(Exercise details)
In these entries, tally the lines where "layers" occurs. Respond with only the count.

── Available data ──

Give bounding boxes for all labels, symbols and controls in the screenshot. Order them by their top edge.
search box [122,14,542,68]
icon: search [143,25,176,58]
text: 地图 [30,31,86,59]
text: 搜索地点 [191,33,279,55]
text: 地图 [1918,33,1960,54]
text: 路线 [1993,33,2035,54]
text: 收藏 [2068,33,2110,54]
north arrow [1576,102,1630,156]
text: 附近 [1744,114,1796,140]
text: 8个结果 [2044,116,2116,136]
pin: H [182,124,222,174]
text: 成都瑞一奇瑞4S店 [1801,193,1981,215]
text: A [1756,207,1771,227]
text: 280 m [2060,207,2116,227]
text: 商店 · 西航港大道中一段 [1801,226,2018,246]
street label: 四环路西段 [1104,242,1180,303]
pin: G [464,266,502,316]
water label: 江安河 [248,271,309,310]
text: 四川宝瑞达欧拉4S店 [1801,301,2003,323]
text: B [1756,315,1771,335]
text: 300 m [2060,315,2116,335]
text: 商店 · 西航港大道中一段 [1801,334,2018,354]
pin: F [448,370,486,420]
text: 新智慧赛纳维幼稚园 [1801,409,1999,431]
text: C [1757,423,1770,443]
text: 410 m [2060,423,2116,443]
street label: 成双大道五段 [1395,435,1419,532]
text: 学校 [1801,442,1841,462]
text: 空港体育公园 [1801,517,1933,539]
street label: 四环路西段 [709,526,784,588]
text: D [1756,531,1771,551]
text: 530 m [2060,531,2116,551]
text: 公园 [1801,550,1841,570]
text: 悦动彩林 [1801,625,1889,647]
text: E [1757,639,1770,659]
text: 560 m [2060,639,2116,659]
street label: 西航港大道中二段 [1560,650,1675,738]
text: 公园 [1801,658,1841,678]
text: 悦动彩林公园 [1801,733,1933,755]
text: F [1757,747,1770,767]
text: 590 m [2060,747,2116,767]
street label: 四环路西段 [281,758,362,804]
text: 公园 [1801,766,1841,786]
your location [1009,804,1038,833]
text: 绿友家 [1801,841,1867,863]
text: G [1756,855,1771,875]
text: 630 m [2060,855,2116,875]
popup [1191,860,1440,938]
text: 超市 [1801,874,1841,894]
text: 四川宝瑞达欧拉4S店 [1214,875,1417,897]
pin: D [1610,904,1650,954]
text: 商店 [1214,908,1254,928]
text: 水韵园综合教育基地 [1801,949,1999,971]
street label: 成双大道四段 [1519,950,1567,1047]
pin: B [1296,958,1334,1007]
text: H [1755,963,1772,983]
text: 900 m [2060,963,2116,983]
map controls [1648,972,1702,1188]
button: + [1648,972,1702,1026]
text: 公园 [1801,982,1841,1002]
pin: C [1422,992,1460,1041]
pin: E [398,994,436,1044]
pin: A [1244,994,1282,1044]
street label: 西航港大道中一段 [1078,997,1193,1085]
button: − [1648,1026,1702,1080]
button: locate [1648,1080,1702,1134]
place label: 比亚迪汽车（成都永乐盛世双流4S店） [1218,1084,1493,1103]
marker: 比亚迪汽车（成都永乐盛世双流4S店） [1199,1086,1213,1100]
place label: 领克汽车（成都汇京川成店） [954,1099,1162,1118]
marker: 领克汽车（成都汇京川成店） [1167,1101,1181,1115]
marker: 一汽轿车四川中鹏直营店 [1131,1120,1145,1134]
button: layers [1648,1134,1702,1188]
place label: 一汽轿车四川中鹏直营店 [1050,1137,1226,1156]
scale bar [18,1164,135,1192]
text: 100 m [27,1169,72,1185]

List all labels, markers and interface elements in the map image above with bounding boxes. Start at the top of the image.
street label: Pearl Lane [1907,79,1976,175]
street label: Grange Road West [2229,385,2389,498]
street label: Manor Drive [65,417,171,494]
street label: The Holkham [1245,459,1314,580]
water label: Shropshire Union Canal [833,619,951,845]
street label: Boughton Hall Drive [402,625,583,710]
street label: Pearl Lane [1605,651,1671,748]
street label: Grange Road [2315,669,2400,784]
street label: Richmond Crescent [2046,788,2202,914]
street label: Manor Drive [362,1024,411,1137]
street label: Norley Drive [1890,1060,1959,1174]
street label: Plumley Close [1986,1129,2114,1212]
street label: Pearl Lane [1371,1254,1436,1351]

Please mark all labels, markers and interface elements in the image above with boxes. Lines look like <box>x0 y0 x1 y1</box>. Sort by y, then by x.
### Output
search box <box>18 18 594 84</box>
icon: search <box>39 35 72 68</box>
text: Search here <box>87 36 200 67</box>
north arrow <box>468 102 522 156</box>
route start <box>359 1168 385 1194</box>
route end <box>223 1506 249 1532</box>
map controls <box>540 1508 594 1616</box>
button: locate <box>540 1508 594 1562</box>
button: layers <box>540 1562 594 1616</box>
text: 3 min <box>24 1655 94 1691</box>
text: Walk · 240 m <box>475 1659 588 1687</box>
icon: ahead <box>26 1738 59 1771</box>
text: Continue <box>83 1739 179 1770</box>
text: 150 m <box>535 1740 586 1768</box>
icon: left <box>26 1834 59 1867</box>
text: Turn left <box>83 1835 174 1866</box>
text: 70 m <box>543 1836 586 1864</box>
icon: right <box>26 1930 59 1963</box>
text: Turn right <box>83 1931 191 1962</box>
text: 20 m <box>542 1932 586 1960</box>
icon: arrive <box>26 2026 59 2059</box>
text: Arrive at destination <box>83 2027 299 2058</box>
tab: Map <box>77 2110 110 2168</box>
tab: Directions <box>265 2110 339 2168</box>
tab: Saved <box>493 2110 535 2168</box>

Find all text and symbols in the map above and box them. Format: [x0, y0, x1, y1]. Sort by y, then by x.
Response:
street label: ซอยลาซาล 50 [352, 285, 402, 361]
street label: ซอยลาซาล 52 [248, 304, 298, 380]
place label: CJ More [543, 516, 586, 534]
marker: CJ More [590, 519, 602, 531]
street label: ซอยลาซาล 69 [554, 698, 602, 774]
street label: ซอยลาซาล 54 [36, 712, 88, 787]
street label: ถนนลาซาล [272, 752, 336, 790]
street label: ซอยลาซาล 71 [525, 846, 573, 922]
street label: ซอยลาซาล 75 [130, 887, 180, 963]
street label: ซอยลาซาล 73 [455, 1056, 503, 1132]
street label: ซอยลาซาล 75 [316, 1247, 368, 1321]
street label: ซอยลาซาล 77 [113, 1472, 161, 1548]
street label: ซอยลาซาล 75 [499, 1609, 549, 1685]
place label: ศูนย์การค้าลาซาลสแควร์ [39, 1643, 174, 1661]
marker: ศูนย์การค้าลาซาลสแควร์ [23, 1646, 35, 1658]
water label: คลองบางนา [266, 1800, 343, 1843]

───

(Answer section)
2